4. THEORIA GREGA. O SAGRADO

JOSEF PIEPER

(Mário Rosa)

Josef Pieper nasceu em 1904, na Alemanha, e morreu em 1997. A partir de 1950 foi professor na Faculdade de Filosofia de Münster. (Sobre este autor, veja-se a recensão no separador VII – Cultura Cristã Ocidental Contemporânea, Grandes Filósofos do séc. XX, Josef Pieper).

 

Para o tema que nos ocupa, destaco dois livros seus.

 

Existe uma grande discussão sobre a influência que o cristianismo recebeu da cultura grega. No livro Introdução ao Cristianismo, Joseph Ratzinger trata amplamente este tema. O que ali não é abordado, e é importante fazê-lo, é que hoje em dia quando falamos do conhecimento grego nem nos apercebemos que já o interpretamos a partir de categorias modernas, o que torna o problema insolúvel. 

 

Musse und Kult (edição inglesa: Leisure, the Basis of Culture, com uma introdução de T.S. Eliot; edição espanhola Ocio e Culto). Este livro constitui uma defesa do ócio frente à «tirania do mundo do trabalho». Mostra como até o intelectual passou de ser um contemplativo a um “trabalhador”. E a génese desta transmutação é clara: «A Idade Média distingue a razão como ratio da razão como intellectus. A ratio é a faculdade do pensar discursivo, do procurar e investigar, do abstrair, do precisar e concluir. O intellectus, pelo contrário, é o nome da razão enquanto faculdade do simplex intuitus, da “simples visão”, à qual se oferece o verdadeiro como ao olho a paisagem». Ora, se a objectualidade do objecto do intellectus, na filosofia moderna, fica confinada a algo a priori, portanto, a algo meramente formal, então o exercício da razão é tão só actividade, “trabalho”. Não há espaço para a contemplação mas apenas para a observação, passando esta a ser, como refere Jünger, um “acto agressivo”.

 

Outra consequência imediata, mas desta vez para o cristianismo, é que a contemplação das verdades da fé passa a ser uma “catalogação de ideias, de verdades abstractas”, um “museu” intelectual. Acabou-se então o poder salvífico da contemplação da verdade.

 

O pensamento antigo e medieval coincidem no essencial: «é no esforço activo do pensar discursivo onde se encontra o momento propriamente humano do conhecimento; o que distingue o homem é a ratio; o intellectus vai mais além do que corresponde propriamente ao homem.» Por isso os antigos e medievais reconheciam «que é inerente ao homem esse algo “supra-humano”». Assim, a vida contemplativa era para São Tomas non proprie humana sed suprahumana.
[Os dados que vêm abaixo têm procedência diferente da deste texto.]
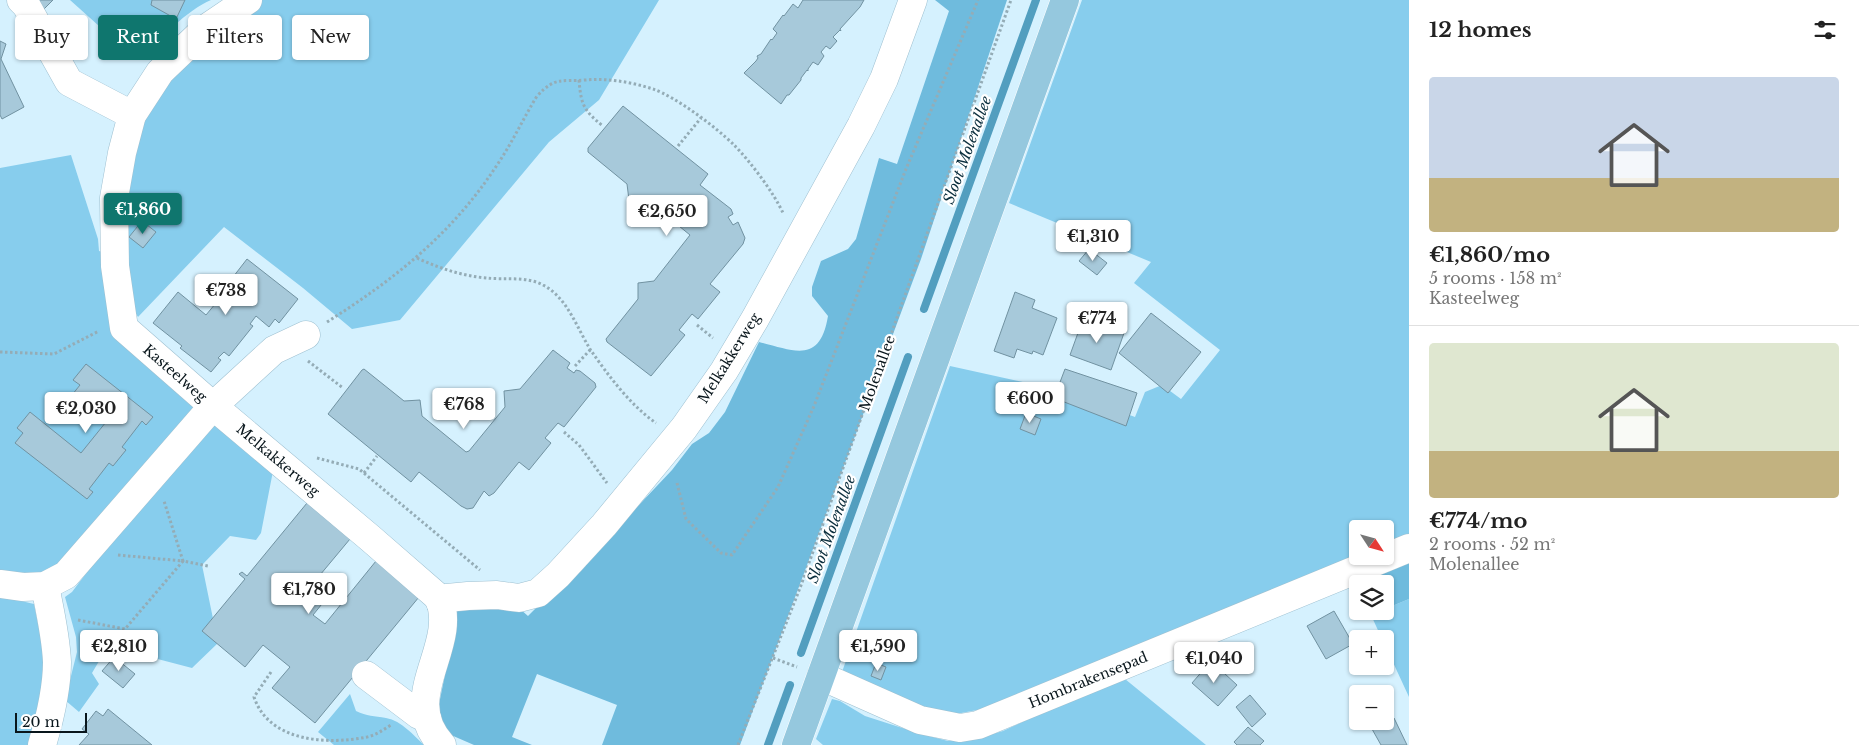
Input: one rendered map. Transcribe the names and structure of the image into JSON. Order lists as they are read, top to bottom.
{
  "streets": {
    "street": ["Melkakkerweg", "Kasteelweg", "Hombrakensepad"],
    "path": ["Molenallee"]
  },
  "crossings": [
    ["Melkakkerweg", "Kasteelweg"]
  ],
  "water": ["Sloot Molenallee"],
  "scale_bar": "20 m",
  "north": "bottom right",
  "page": {
    "heading": "12 homes",
    "chip": [
      "Buy",
      "Rent",
      "Filters",
      "New"
    ],
    "list": [
      {
        "name": "€1,860/mo",
        "note": "5 rooms · 158 m² · Kasteelweg"
      },
      {
        "name": "€774/mo",
        "note": "2 rooms · 52 m² · Molenallee"
      }
    ],
    "price": [
      "€1,860",
      "€2,650",
      "€1,310",
      "€738",
      "€774",
      "€600",
      "€768",
      "€2,030",
      "€1,780",
      "€2,810",
      "€1,590",
      "€1,040"
    ],
    "map_buttons": ["+", "−"],
    "scale": "20 m"
  }
}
E para Aristóteles o «homem não pode viver enquanto homem senão unicamente enquanto algo divino mora nele» (Ética a Nicómaco).

 

É neste contexto que se percebe que a theoria grega era uma experiência do sagrado e, neste sentido, muito compatível com o cristianismo. (Para aprofundar a noção de theoria grega veja-se Antike Religion de Karol Kerényi). Mas a questão fundamental persiste. O que é o sagrado?

 

Sakralität und Entsakralisierung (edição inglesa: In Search of the Sacred; edição espanhola: Sacralidad y Desacralización. A tese central deste pequeno livro escrito em 1969, partindo de uma análise filosófica, tem sido recentemente confirmada pelos grandes investigadores da história das religiões, nomeadamente Julien Ries.

 

Um dos seus capítulos tem um título que acerta de um só golpe no cerne do problema: «Deus não é sagrado». Com efeito, mesmo as nossas línguas ocidentais atestam que chamamos sagrado a tudo o que diz respeito a Deus, a tudo o que de algum modo está ordenado ou pode ser ordenado a Ele. Mas ao próprio Deus não o designamos por sagrado. Deus não é sagrado, Deus é santo. Sagrado é uma categoria de mediação. Um terceiro termo entre o homem e Deus.

 

Josef Pieper consegue topar com esta “evidência linguística” exactamente porque não partiu de preconceitos estabelecidos por muitos sectores das ciências religiosas. Outra “evidência” que o autor consegue imediatamente notar é que o termo “profano” não tem em si nada de negativo. É simplesmente o que está diante do sagrado (pro-fanum). Outra coisa é quando há usurpação de domínios. Aí já há um sentido pejorativo: “profanação”, por exemplo. Ou seja, definir essencialmente o sagrado por contraposição ao profano é um caminho errado. É preciso abandonar as fórmulas habituais que contrapõem o sagrado e o profano como sendo «dois mundos radicalmente heterogéneos» (Durkheim, Lalande, Vocabulaire) como estando separados por um «abismo» (M. Eliade, O Sagrado e o Profano). Sagrado é tudo o que está orientado a Deus, tudo o que é ou Lhe possa ser con-sagrado. E esta ordenação conhece graus, intensidades. Mais, um mesmo objecto pode ter um sentido profano e sacro. Podemos dizer que “o homem é sagrado”, no sentido que possui uma dimensão que diz respeito directamente a Deus.

 

Tudo isto se torna mais claro, é certo, no cristianismo. A análise da raiz qdš, por exemplo, tal como o mostraram Costecalde e Cazelles, não alude à noção de “separação” mas sim à de consagração (Sacré et Sainteté, Suplement au Dictionaire de la Bible). É de notar também que a palavra hagios sofreu já uma alteração de significado no pensamento religioso helénico e precisamente pelo seu contacto com as religiões semíticas e egípcias: passou a ser o epíteto da transcendência divina.

 

Uma última nota sobre a magia. Geralmente também se associa o sagrado à magia. Mas se atendermos à definição de magia que dá Pieper ficamos surpreendidos com as consequências. «Magia é a tentativa de ter à disposição, mediante um determinado facto, poderes sobre-humanos e coloca-los ao serviço dos fins humanos». Ora, neste sentido, a magia é uma profanação da dimensão sacra. O sagrado remete sempre e em primeiro lugar a Deus e aos seus fins.